Friday Travel

You CAN travel without moving!

Download the 111MB .aif file Travel Sound Collage here.

In this piece you will hear the following locations: der Kölner Dom/the Cologne cathedral – listen for the large space and a coin dropping in a donation box, the main railway station in Cologne – listen for announcements and the ICE (beautiful German highspeed train) opening its doors, a farm in Austria – listen for the pitch fork delivering hay to the cows, birds in Cologne…. and much more. I mixed the sounds, all recorded with a SoundDevices 722 digital recorder in April of 2007, in form of a collage. Found Sound. For some of the recordings I wore my OKM microphones (((check out their recording samples here))). I mentioned the OKMs in my Diary before. They look like little earphones and are worn like those. Wearing them, my ears shape the incoming sound – a process similar to the Neumann K100 binaural head we used to record Up Close (((that album was recorded at 24/96 and if there is interest I could make one song available in the form of a 24bit AIFF or FLAC file))).

Enjoy!


Found on Matt’s Flickr

Thursday

I listened to a sound collage I made a couple of years ago, from sounds I recorded in April of 2007 in Germany and Austria. It sounds amazing and I thought about making it available in the form of a .aif file (CD quality: 16/44.1). You can travel without moving!

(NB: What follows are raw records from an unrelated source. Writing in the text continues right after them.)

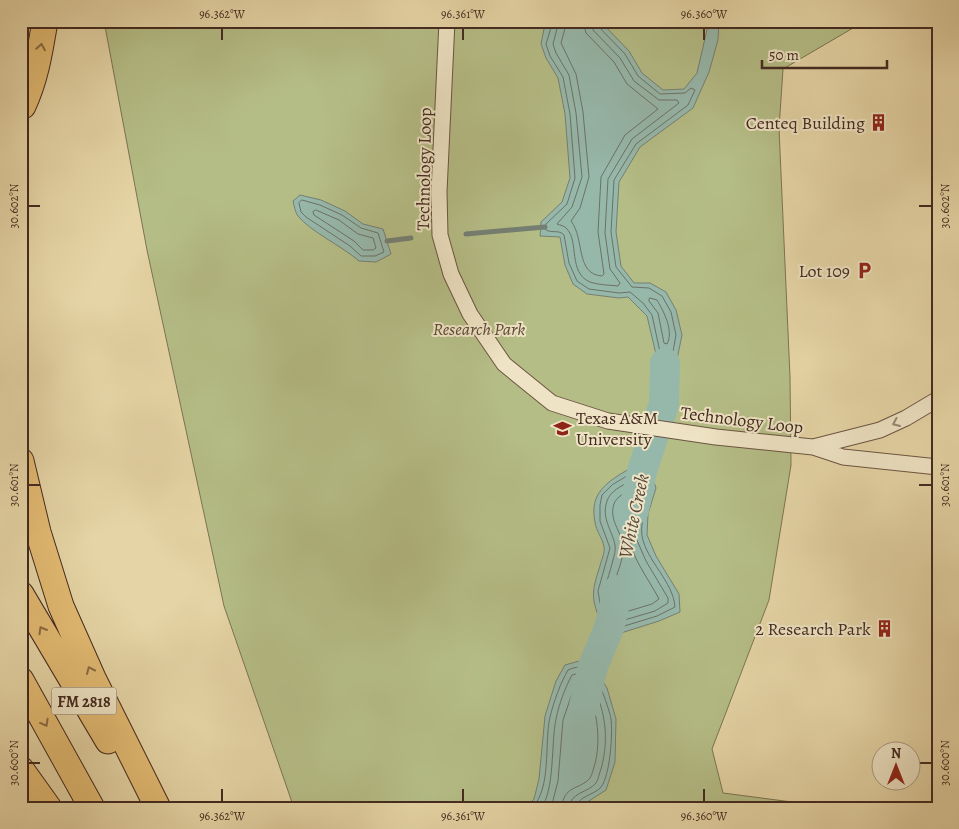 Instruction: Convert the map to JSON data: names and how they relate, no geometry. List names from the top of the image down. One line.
{"streets":{"highway":["FM 2818"],"street":["Technology Loop"]},"water":["White Creek"],"parks":["Research Park"],"places":{"building":["Centeq Building","2 Research Park"],"parking":["Lot 109"],"school or university":["Texas A&M University"]},"scale_bar":"50 m","north":"top","coordinates":["96.362°W","96.361°W","96.360°W","30.602°N","30.601°N","30.600°N"]} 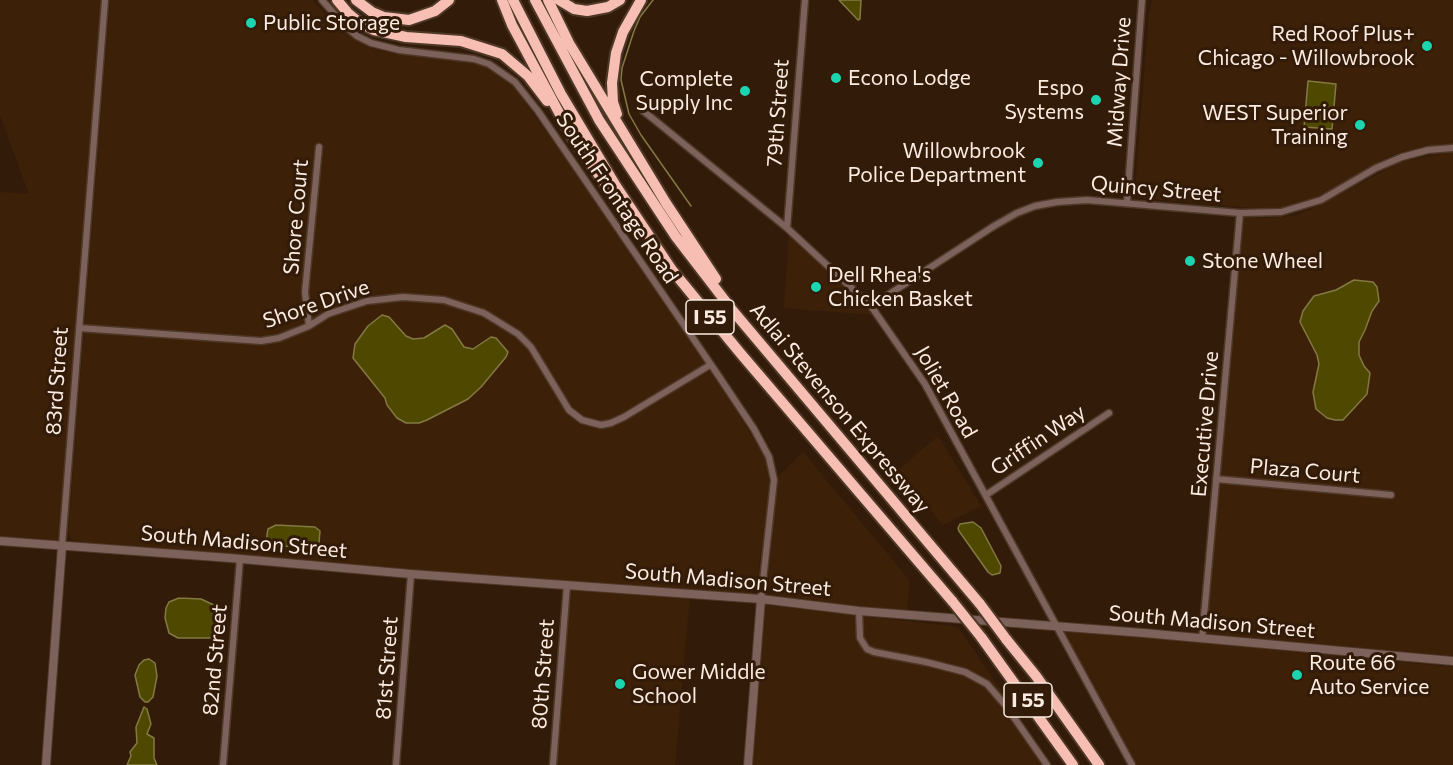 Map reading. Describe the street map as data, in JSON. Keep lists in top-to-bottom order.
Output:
{
  "streets": {
    "highway": ["I 55", "Adlai Stevenson Expressway"],
    "street": [
      "Midway Drive",
      "79th Street",
      "Quincy Street",
      "South Frontage Road",
      "Shore Court",
      "Shore Drive",
      "83rd Street",
      "Joliet Road",
      "Executive Drive",
      "Griffin Way",
      "Plaza Court",
      "South Madison Street",
      "82nd Street",
      "81st Street",
      "80th Street"
    ]
  },
  "crossings": [
    ["Midway Drive", "Quincy Street"],
    ["79th Street", "Joliet Road"],
    ["Quincy Street", "Joliet Road"],
    ["Quincy Street", "Executive Drive"],
    ["South Frontage Road", "Shore Drive"],
    ["South Frontage Road", "South Madison Street"],
    ["Shore Court", "Shore Drive"],
    ["Shore Drive", "83rd Street"],
    ["83rd Street", "South Madison Street"],
    ["Joliet Road", "Griffin Way"],
    ["Joliet Road", "South Madison Street"],
    ["Executive Drive", "Plaza Court"],
    ["Executive Drive", "South Madison Street"],
    ["South Madison Street", "82nd Street"],
    ["South Madison Street", "81st Street"],
    ["South Madison Street", "80th Street"]
  ],
  "places": [
    "Public Storage",
    "Red Roof Plus+ Chicago - Willowbrook",
    "Econo Lodge",
    "Complete Supply Inc",
    "Espo Systems",
    "WEST Superior Training",
    "Willowbrook Police Department",
    "Stone Wheel",
    "Dell Rhea's Chicken Basket",
    "Route 66 Auto Service",
    "Gower Middle School"
  ]
}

It was only 28ºF this morning and I discussed transportation with myself. Arguments for and against using my bicycle were exchanged, but in the end I bundled up and took off on the Mariachi Bullitt to meet Jon for breakfast. We discussed that there seems to be more interest in audiophile sound these days. Good!

Gizmodo had these two items this week:

Vietnamese Audiophile Turns a Room Into One Giant Speaker

Why We Need Audiophiles

The second one is particularly interesting as it compares SACD to great vinyl. Then I found this piece, which compares SACS and DVD-Audio and prefers DVD-A. I also noticed that Logic 8 allows the burning of DVD-A. DVD-A does sound very promising. When I was still with Epic Records I spoke to an executive there, it must have been around 1999, who had one of only seven DVD-A players in the country, and he raved about the sound quality! I myself have never heard it. (((however I have heard 24/96 in my studio, because One Guitar and Up Close were recorded like that…)))

While we are staying in Manhattan in May (((five nights at the Blue Note))) Jon and I will try to locate an audiophile dealer there. We want to listen to DVD-A players and see what the fuss is about. I don’t think DVD-A will be a commercial option and we’ll have to wait until high quality 24/96 or 24/192 files can be losslessly compressed and downloaded.

I was glad I decided to ride my bike and ended up riding for about an hour today. I enjoy the easy communication with pedestrians. How can a pedestrian communicate with a car or SUV, especially when the windows are tinted and inpenetrable!! Like talking to a tank.

Scent of Tragedy

Scent of tragedy lingers in a 650-year-old perfume bottle buried by pogrom victim
When the tiny stopper is delicately eased free, a mere wisp of scent imprisoned for over 650 years is released.

In a unique experiment, scientists at the L’Oreal perfume institute in Paris tried to analyse the ingredients of a perfume whose precious container survived the Black Death, which annihilated a third of the population of Europe.
(Via Guardian Unlimited Science)

Y wrote:

I started thinking how rare scented oils were, compared to now. To carry a scent in a piece of cotton, place it in a bottle in order to carry it around your waist. How beautiful the thought of that.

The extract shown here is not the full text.